Communiqué de presse du 1er novembre 2006
AVANT LE SCRUTIN, la campagne électorale s’est déroulée dans une ambiance empestée par les conséquences des évènements tragiques des 20 au 22 août dernier. Une ambiance marquée par la peur de l’autre et l’intolérance absolue à son égard.
Les conséquences en ont été illustrées par un certain nombre d’incidents violents dont nous ne retiendrons que deux exemples survenus dans des conditions comparables aux deux extrémités du pays : les incidents suscités par l’intervention du pasteur Ngoy à Lubumbashi et de Nzanga Mobutu à Gbadolite.
Dans ces deux cas, la Monuc a dû intervenir pour arracher ces personnalités à la fureur de partisans déchaînés.
Particulièrement regrettable aussi - et pour les mêmes raisons – l’usage fait des médias par les deux candidats : l’un utilisant les moyens dont il est propriétaire, l’autre se servant des moyens nationaux, sans toujours que la Haute Autorité des Médias puisse imposer un partage équitable des temps de parole. Ces pratiques ont abouti à l’annulation du débat télévisé prévu par la loi électorale et programmé pour le 26 octobre et à la diffusion sur la Radio Télévision Nationale Congolaise, le 27 octobre, d’un point de presse du Président Kabila sans que son concurrent puisse avoir accès au même canal avant la clôture de la campagne électorale.

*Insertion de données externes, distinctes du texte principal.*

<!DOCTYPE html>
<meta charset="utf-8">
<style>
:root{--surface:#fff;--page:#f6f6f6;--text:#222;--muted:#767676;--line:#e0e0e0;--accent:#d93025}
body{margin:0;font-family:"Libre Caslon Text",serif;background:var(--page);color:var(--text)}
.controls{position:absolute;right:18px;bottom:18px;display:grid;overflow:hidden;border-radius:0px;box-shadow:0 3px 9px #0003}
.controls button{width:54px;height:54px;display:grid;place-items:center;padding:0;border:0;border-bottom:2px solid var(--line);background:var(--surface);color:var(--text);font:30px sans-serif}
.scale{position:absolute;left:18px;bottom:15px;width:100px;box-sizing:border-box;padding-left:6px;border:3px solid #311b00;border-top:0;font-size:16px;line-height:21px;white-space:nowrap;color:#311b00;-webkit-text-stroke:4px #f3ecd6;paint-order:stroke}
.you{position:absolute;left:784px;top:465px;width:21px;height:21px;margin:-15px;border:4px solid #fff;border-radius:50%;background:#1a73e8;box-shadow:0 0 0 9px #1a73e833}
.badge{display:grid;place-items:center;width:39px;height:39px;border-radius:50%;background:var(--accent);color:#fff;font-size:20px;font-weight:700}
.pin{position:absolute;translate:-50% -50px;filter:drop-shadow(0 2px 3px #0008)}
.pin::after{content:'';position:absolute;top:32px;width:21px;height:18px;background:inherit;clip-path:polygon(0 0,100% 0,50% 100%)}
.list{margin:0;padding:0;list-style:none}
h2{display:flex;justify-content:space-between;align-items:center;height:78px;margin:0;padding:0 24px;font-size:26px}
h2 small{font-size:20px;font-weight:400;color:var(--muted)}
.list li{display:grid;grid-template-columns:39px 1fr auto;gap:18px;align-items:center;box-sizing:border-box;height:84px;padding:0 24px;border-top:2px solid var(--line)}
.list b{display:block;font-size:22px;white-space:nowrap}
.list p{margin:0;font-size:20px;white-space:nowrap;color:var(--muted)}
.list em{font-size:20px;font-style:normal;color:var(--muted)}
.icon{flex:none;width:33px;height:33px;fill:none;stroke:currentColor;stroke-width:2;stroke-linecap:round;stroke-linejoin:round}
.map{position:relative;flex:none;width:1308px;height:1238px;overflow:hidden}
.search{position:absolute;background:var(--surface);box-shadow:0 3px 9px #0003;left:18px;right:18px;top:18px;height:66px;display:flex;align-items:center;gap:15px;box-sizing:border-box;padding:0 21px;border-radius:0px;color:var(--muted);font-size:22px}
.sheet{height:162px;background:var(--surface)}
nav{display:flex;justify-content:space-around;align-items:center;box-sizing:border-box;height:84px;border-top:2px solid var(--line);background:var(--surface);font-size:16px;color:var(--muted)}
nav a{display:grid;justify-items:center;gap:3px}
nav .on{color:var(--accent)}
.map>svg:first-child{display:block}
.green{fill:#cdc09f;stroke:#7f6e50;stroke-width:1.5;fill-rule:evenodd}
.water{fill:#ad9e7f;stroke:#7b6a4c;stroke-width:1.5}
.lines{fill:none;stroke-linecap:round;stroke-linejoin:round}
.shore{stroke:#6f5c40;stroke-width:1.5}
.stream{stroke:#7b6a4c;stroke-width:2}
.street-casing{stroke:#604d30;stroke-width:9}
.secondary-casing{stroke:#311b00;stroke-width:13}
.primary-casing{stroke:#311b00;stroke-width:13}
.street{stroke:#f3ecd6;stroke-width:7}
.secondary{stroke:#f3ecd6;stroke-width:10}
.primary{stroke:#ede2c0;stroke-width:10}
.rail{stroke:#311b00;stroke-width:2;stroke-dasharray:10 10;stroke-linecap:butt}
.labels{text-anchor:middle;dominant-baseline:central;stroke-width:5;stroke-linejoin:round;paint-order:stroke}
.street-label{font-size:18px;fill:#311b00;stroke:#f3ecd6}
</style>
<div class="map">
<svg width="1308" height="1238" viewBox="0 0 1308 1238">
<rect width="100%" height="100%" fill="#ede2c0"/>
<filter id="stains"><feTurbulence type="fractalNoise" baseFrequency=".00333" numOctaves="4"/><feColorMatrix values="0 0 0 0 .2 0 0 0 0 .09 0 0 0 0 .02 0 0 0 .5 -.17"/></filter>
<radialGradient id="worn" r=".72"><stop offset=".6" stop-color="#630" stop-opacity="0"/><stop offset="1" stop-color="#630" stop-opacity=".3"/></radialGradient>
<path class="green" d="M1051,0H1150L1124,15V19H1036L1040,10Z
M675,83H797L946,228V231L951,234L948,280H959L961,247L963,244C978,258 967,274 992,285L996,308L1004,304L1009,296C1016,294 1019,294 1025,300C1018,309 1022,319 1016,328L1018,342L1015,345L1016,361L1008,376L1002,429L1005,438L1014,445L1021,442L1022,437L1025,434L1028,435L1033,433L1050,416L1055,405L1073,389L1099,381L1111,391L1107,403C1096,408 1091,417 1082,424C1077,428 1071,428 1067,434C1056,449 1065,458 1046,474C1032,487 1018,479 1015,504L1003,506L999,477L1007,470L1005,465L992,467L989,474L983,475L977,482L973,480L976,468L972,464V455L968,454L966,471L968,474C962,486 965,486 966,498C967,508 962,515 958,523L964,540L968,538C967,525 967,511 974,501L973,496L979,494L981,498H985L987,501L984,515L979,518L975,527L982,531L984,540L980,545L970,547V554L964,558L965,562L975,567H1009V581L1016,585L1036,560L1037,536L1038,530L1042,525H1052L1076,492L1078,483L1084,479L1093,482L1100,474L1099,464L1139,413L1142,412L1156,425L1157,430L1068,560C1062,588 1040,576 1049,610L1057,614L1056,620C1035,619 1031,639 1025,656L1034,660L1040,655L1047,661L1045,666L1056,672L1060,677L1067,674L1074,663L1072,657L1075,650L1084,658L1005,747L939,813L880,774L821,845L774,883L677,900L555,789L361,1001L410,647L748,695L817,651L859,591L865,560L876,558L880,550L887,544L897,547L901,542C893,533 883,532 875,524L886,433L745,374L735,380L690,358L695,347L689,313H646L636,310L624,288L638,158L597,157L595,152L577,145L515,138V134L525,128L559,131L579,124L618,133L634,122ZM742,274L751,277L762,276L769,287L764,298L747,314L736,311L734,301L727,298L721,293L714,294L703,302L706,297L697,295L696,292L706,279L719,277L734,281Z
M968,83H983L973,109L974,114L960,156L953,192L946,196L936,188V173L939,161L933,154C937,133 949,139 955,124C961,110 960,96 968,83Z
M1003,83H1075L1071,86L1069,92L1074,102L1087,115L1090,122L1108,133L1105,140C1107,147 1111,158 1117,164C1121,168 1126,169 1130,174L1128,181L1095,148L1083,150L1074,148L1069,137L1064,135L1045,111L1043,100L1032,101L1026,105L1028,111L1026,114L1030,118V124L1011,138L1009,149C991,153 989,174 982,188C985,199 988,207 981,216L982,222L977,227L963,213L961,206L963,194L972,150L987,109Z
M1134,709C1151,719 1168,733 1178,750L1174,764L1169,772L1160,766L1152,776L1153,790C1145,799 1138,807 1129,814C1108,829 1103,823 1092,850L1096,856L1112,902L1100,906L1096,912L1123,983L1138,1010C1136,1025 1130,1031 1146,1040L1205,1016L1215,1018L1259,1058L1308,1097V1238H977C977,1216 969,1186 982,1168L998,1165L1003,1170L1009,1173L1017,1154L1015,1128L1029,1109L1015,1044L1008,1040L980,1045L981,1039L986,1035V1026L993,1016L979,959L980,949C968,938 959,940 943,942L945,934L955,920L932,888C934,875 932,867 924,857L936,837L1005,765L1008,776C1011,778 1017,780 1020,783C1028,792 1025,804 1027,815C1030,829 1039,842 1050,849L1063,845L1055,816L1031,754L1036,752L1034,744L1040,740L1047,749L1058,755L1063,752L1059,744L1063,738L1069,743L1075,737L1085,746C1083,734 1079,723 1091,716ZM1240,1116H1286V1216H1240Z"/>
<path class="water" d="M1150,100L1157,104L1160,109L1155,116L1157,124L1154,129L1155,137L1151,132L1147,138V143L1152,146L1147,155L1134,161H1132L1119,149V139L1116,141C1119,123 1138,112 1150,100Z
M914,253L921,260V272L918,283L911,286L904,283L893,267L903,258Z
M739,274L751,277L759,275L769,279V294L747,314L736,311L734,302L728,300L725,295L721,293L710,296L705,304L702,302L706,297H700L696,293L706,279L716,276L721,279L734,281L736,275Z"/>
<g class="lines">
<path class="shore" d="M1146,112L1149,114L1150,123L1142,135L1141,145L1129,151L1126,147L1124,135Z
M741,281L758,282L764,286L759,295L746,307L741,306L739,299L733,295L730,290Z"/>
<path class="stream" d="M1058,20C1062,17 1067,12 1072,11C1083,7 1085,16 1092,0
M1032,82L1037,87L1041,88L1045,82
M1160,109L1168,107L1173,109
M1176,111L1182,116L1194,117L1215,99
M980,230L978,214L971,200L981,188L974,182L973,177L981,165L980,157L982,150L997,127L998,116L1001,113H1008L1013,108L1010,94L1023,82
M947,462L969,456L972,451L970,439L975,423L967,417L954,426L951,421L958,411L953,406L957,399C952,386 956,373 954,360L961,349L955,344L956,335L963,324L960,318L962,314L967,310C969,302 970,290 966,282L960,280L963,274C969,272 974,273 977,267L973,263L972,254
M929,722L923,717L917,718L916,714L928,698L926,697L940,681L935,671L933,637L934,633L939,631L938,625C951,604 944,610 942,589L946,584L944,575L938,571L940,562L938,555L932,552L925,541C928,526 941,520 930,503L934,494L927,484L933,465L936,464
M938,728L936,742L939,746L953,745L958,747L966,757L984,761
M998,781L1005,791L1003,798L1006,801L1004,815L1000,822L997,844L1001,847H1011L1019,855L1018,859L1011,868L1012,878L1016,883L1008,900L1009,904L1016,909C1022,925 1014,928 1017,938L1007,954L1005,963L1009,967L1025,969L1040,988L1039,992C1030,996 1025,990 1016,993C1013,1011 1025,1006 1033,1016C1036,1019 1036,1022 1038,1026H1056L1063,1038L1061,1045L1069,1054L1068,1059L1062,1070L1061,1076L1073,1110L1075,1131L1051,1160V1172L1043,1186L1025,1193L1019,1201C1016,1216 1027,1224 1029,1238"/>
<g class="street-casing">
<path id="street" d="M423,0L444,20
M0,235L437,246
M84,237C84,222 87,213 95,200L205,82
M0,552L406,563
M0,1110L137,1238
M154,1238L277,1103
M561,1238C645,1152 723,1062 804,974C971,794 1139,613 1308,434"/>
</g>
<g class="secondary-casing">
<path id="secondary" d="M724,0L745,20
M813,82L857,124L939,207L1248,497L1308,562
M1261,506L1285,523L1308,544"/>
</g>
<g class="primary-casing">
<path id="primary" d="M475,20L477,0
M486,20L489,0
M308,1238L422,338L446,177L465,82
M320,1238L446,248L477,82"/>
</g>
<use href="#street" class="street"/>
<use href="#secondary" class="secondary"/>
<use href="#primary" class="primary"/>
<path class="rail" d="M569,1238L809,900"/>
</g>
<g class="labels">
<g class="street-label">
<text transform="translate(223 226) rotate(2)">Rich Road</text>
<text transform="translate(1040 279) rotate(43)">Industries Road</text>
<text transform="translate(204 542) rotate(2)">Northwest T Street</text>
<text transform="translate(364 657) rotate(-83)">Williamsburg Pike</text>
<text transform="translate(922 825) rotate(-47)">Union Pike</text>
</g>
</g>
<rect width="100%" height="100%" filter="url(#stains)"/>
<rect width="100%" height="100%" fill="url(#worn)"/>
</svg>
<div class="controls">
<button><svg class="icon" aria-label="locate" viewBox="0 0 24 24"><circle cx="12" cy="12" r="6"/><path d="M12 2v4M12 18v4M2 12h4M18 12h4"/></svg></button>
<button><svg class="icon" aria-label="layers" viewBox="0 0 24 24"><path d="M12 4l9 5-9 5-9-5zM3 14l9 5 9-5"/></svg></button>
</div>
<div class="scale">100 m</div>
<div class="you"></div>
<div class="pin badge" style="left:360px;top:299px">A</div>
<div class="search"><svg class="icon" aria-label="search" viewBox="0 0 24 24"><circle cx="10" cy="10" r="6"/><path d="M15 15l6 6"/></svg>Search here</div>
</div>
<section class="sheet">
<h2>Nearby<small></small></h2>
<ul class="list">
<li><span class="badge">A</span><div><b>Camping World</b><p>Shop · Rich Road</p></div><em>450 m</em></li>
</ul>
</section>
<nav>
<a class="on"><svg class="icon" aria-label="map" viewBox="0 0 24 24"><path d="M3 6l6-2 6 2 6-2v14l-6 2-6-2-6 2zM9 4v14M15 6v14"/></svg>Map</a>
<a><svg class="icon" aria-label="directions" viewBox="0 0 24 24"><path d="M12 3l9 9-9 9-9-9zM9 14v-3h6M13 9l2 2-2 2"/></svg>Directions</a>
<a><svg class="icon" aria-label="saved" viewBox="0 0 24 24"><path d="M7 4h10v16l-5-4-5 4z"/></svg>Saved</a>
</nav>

Il convient toutefois de relativiser les conséquences de ces mauvais usages en soulignant que les journalistes congolais, dans leur majorité, ont contribué, progressivement et de façon responsable, à l’apaisement nécessaire et que les excès sont venus des deux camps.
Dans la marche vers la démocratie dans laquelle le peuple congolais est résolu à s’engager, il conviendra de veiller à l’avenir, une fois vaincue la maladie de la peur, à des comportements plus respectueux à l’égard des adversaires et des électeurs appelés à les départager.
LE JOUR DU SCRUTIN, le peuple congolais a, une nouvelle fois, manifesté son civisme et sa profonde aspiration à la paix et à la stabilité.
La preuve en a été administrée en particulier par l’afflux dans chaque bureau de vote des très nombreux témoins des partis politiques et des observateurs nationaux qui se sont généralement comportés avec une parfaite correction.
Le scrutin s’est ainsi déroulé dans un calme remarquable à l’exception des deux seuls incidents dramatiques survenus à Bumba et à Fataki. Il faut en rendre hommage à tous les acteurs : les électeurs eux-mêmes, les témoins et observateurs nationaux, les agents de la CEI et ceux des forces nationales et internationales en charge de la sécurité.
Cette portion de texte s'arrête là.